Foerster never imagined two cruel years would pass before he heard from Gant again. The world had slid further into the abyss during that time, and Foerster had slid with it. He had nearly forgotten about Gant, about the feelings of achievement, of being a winner that had come with working for him. Then a brief note, no return address, had appeared in Foerster’s mailbox. Although Foerster had moved three times since last they spoke, Gant had found him. Got some work for you (maybe). Same terms as before, times 2. Will send someone. Burn this letter. TG.
Same terms, times two – that was awesome. Foerster had made $25,000 on that job, for two weeks of work. He had received ten percent in cash before he ever did anything. That meant he would get $50,000 from this job, and $5,000 as an advance. Foerster had been in and out of jail in the months since that first note had arrived, but other notes had come since then. The time was getting close – Foerster could expect someone to pick him up any day.

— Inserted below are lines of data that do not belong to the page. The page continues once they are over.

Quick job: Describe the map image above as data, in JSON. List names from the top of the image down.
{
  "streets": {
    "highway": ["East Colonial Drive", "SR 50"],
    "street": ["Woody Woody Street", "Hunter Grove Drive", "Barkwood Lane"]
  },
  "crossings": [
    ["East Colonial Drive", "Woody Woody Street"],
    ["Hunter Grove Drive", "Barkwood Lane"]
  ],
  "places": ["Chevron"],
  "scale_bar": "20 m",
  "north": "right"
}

Until yesterday, when those two clowns had crashed into the middle of Foerster’s plans like a bulldozer, he hadn’t realized how much he was looking forward to working for Gant again. As he slid the business card onto the table and closed his eyes, Foerster committed himself – he would do whatever was necessary to keep out of jail and get back to working with Gant.
Jonah felt exposed.
It was early the next morning. He and Gordo were parked in St. George, a few blocks from the Staten Island Ferry Terminal. They sat at the corner of Richmond Terrace and a quiet side street of shabby homes. Traffic was busy on Richmond Terrace, a weird parade of bicycles, motor scooters belching exhaust, a few cars and many people, some pushing along carts of various kinds. Diagonally across from Jonah and Gordo was a convenience store. A hand-lettered sign in the window read ‘CASHIER LEGALLY ARMED.’ Jonah wasn’t sure if that sign made life safer or more dangerous for the cashier.

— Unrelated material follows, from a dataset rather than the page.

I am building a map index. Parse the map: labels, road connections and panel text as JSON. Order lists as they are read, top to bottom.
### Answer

From the passenger seat, Jonah pointed a big parabolic microphone at a house maybe fifty yards down the side street. The house was a ramshackle place, with light-blue aluminum siding that had seen too many winters. The microphone protruded from its base like a long black phallus, and was surrounded by a clear plastic half-dome. Jonah gripped it by its handle, which was rather like that of a gun. The mike was plugged into a tape cassette player sitting between them, which in turn was powered by the car’s cigarette lighter. The whole rig looked somewhat like a satellite dish, or perhaps like a death ray weapon from outer space. Gordo had picked it up at a second-hand sale.

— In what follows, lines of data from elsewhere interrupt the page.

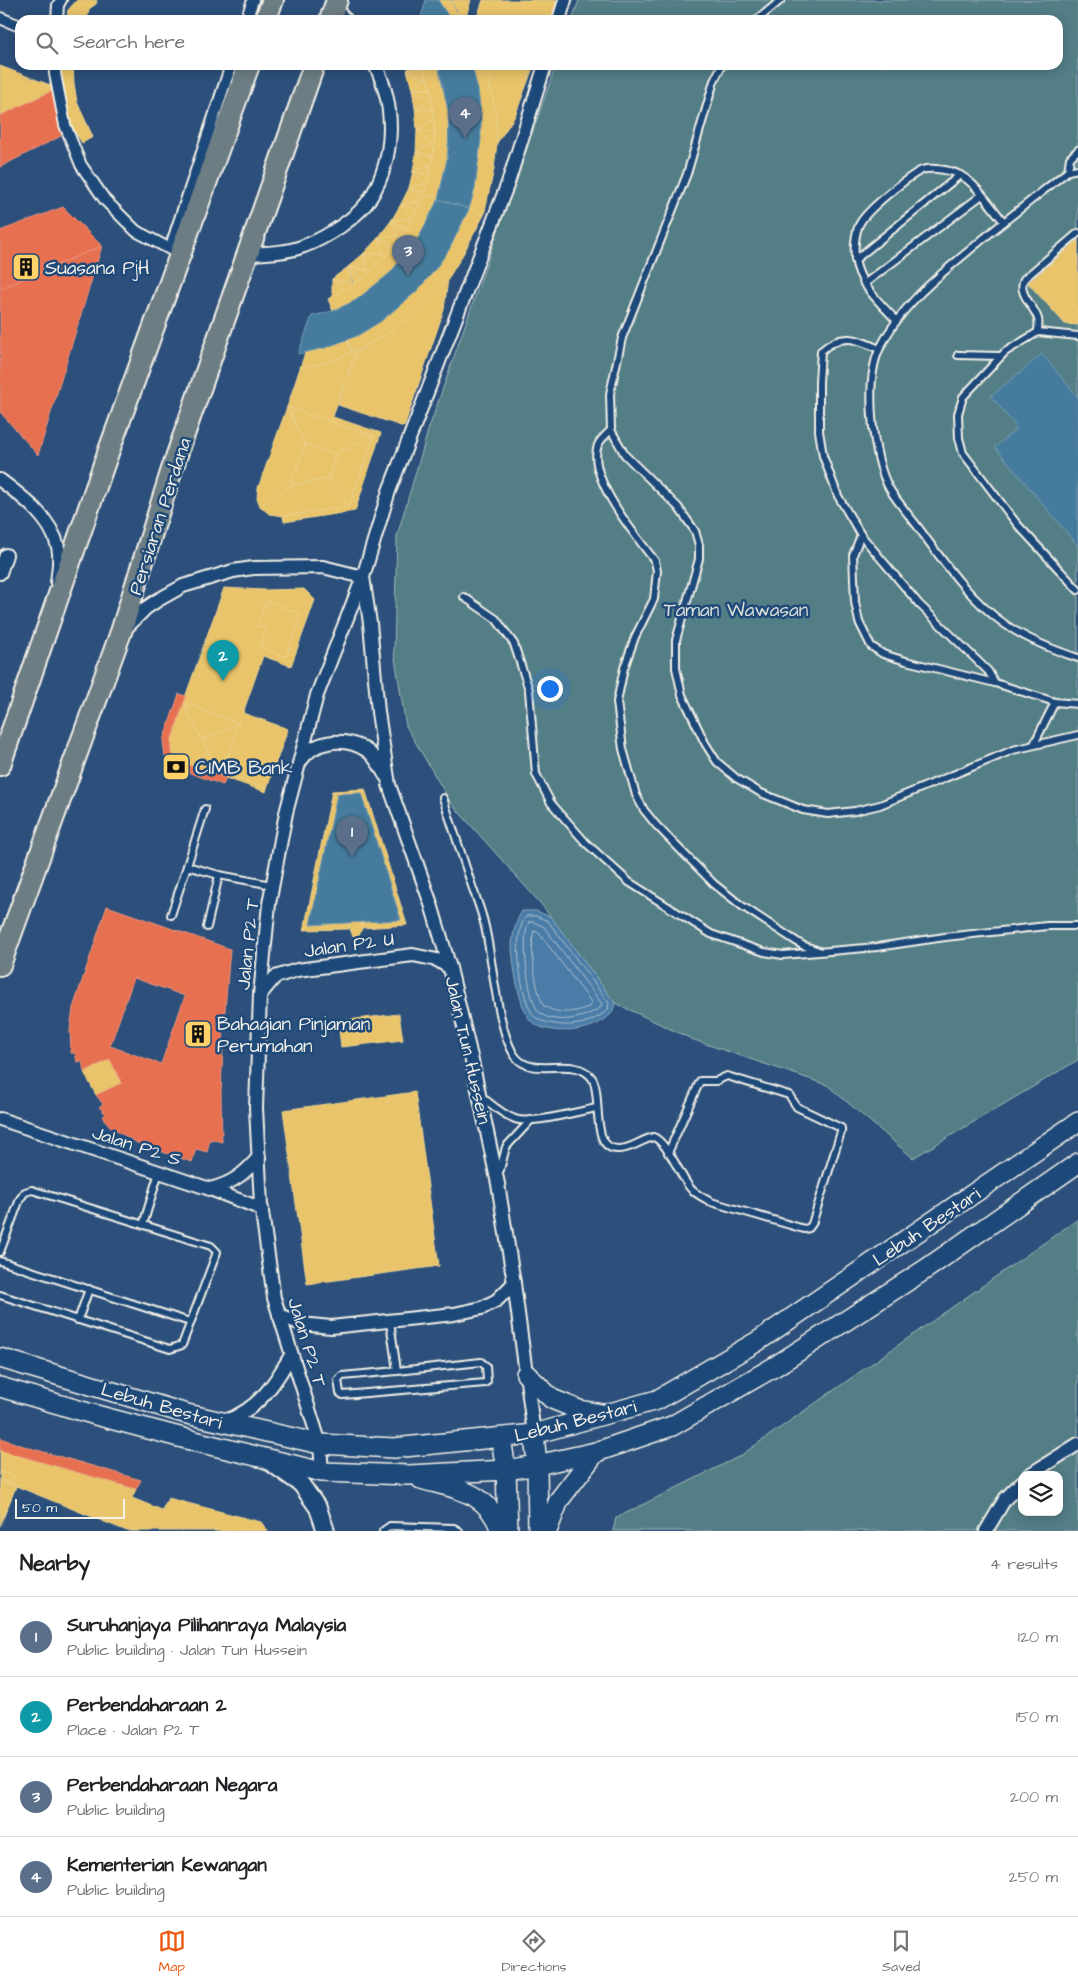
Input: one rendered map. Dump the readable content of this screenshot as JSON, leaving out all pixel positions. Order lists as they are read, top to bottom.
{
  "streets": {
    "main road": ["Persiaran Perdana", "Jalan Tun Hussein", "Lebuh Bestari"],
    "street": ["Jalan P2 T", "Jalan P2 U", "Jalan P2 S"]
  },
  "crossings": [
    ["Jalan P2 T", "Jalan P2 U"],
    ["Jalan P2 T", "Jalan Tun Hussein"],
    ["Jalan P2 T", "Jalan P2 S"],
    ["Jalan P2 T", "Lebuh Bestari"],
    ["Jalan P2 U", "Jalan Tun Hussein"],
    ["Jalan Tun Hussein", "Lebuh Bestari"]
  ],
  "parks": ["Taman Wawasan"],
  "places": {
    "building": ["Suasana PjH", "Bahagian Pinjaman Perumahan"],
    "bank": ["CIMB Bank"]
  },
  "scale_bar": "50 m",
  "page": {
    "search": "Search here",
    "pins": [
      "4",
      "3",
      "2",
      "1"
    ],
    "scale": "50 m",
    "heading": ["Nearby", "4 results"],
    "list": [
      {
        "mark": "1",
        "name": "Suruhanjaya Pilihanraya Malaysia",
        "note": "Public building · Jalan Tun Hussein",
        "value": "120 m"
      },
      {
        "mark": "2",
        "name": "Perbendaharaan 2",
        "note": "Place · Jalan P2 T",
        "value": "150 m"
      },
      {
        "mark": "3",
        "name": "Perbendaharaan Negara",
        "note": "Public building",
        "value": "200 m"
      },
      {
        "mark": "4",
        "name": "Kementerian Kewangan",
        "note": "Public building",
        "value": "250 m"
      }
    ],
    "nav": ["Map", "Directions", "Saved"]
  }
}
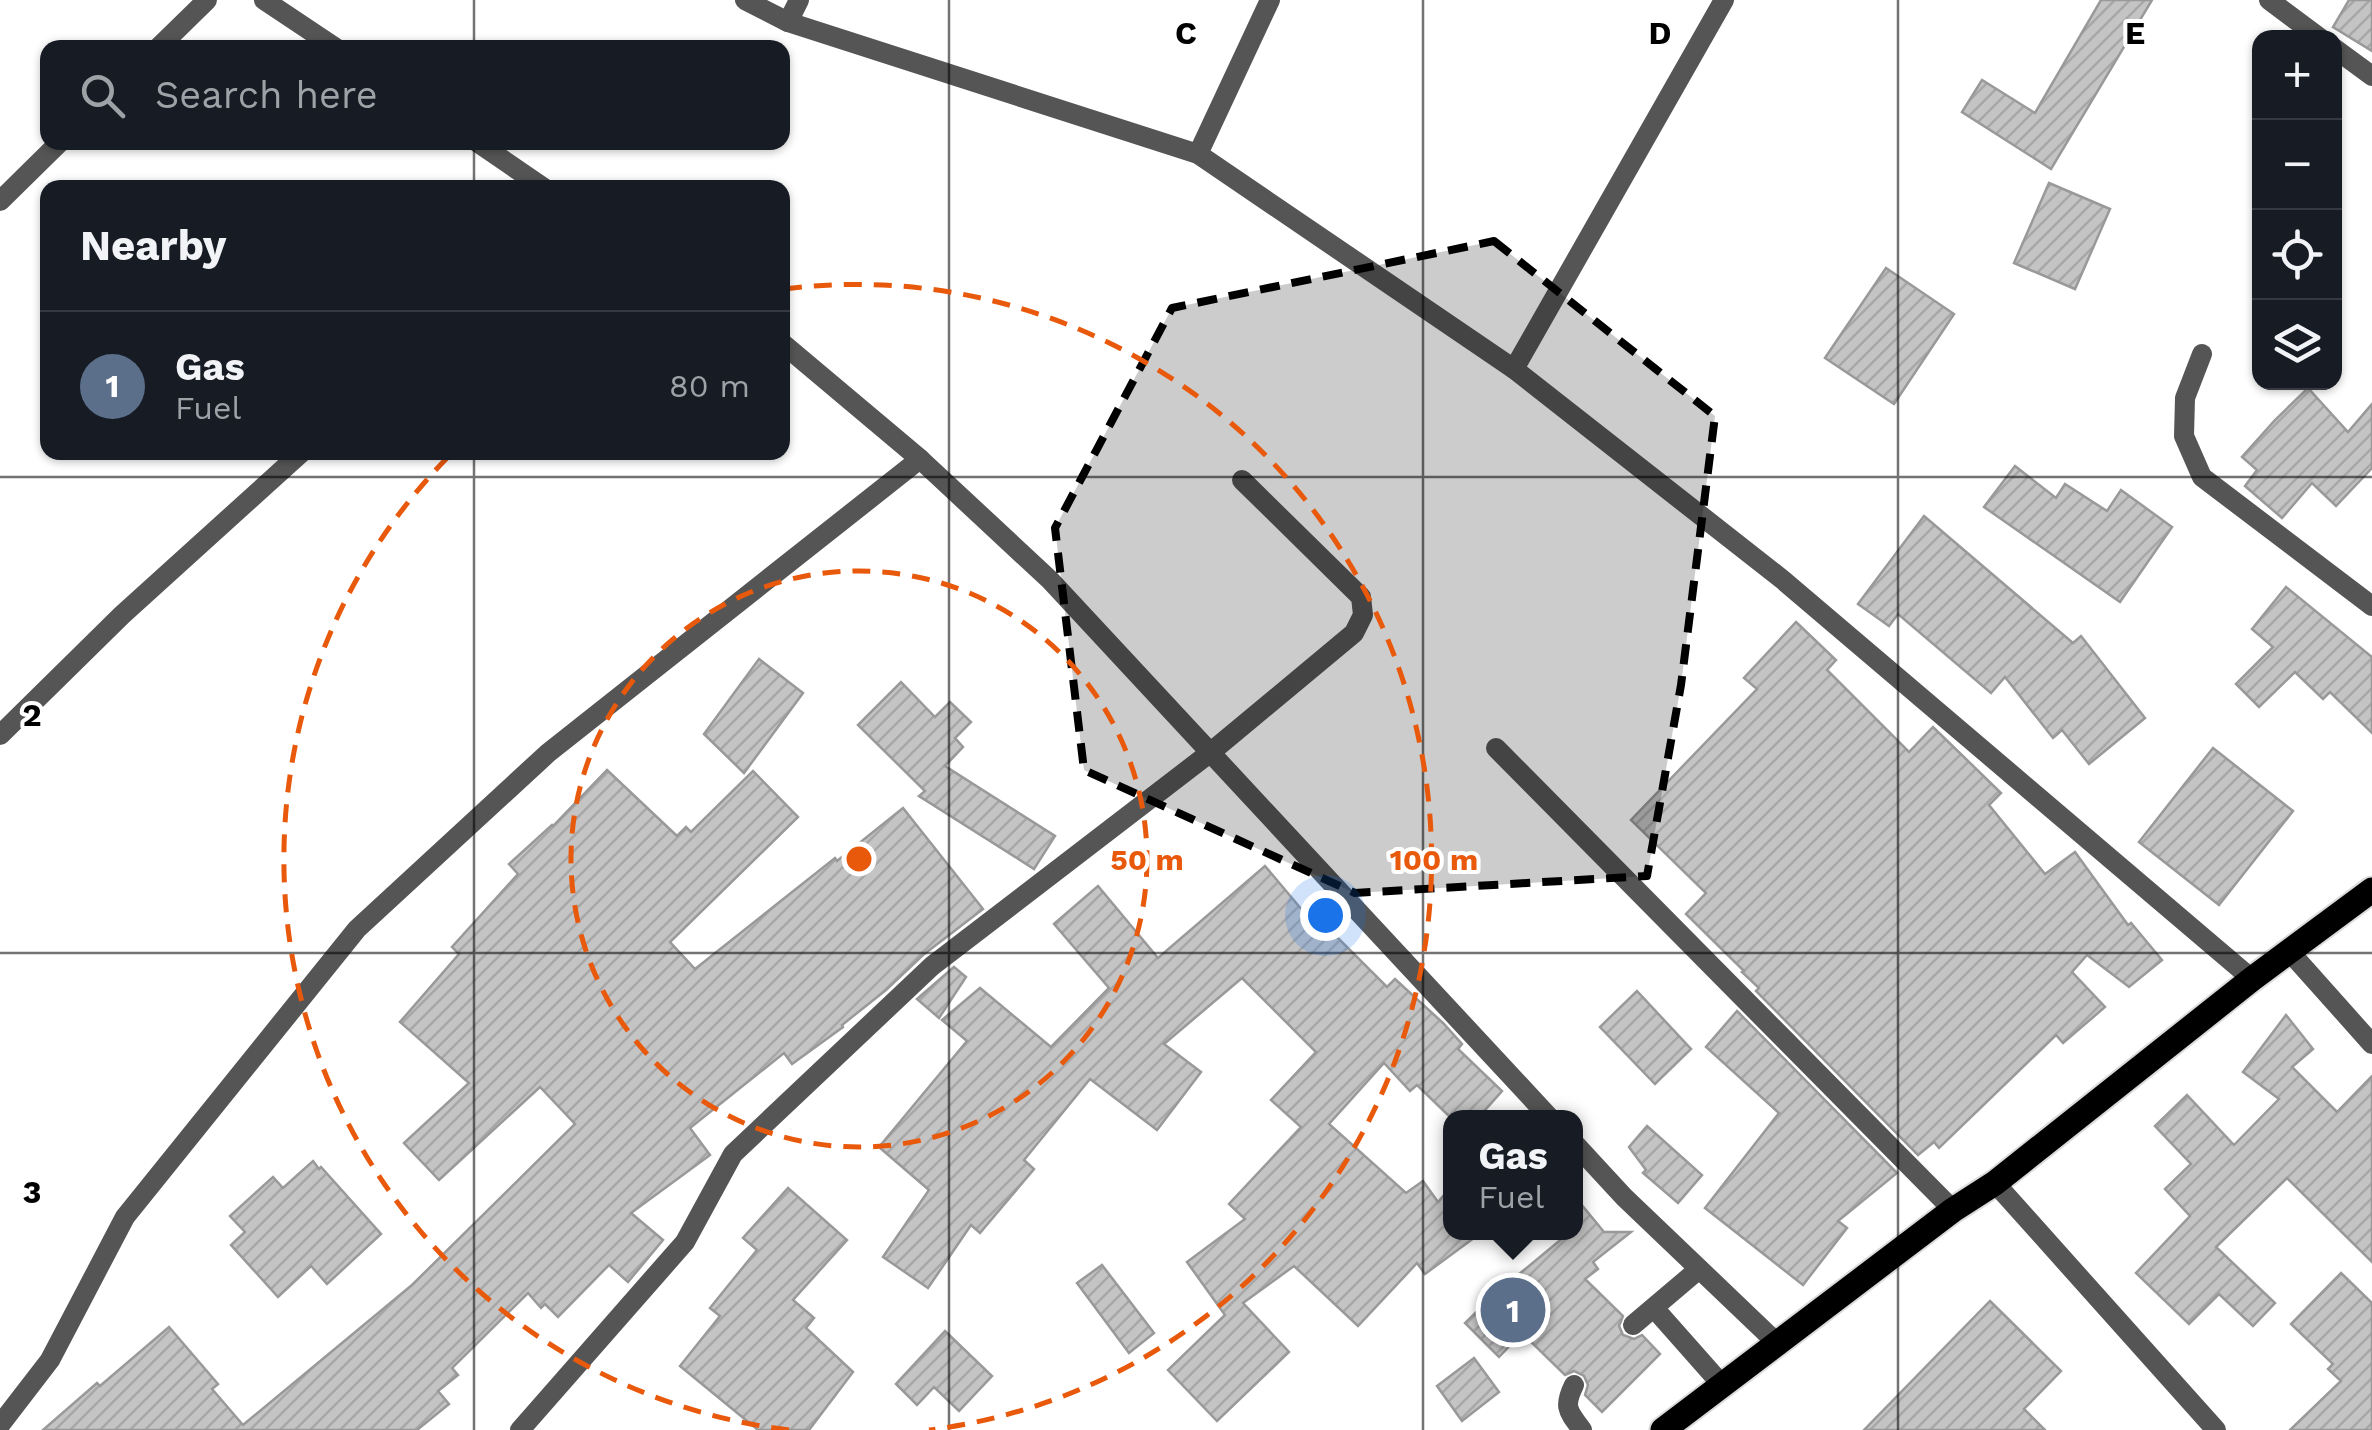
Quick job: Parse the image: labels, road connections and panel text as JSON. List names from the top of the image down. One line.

For years, Jonah had noticed men on the sidelines at professional sporting events, holding the ultra-powerful mikes so that the television audience could get the benefit of every grunt, every scream, every high-speed collision between the finely-tuned war machines out on the field. Later, he learned they were also used by nature lovers for listening to songbirds. The mikes were even sensitive enough to listen to those birds through walls, or while the birds carried on boring phone conversations near open windows half a block away. Yeah. Jonah was familiar with parabolic microphones.
Unfortunately, nobody else seemed to be. He was attracting a lot of hostile glances.
‘Man, everybody’s gawking at us.’
In the driver’s seat, Gordo was reading the science pages of the New York Times. For once, he was dressed neatly, in a pressed shirt and slacks. He was clean-shaven. If things went their way, today he would be a man of God.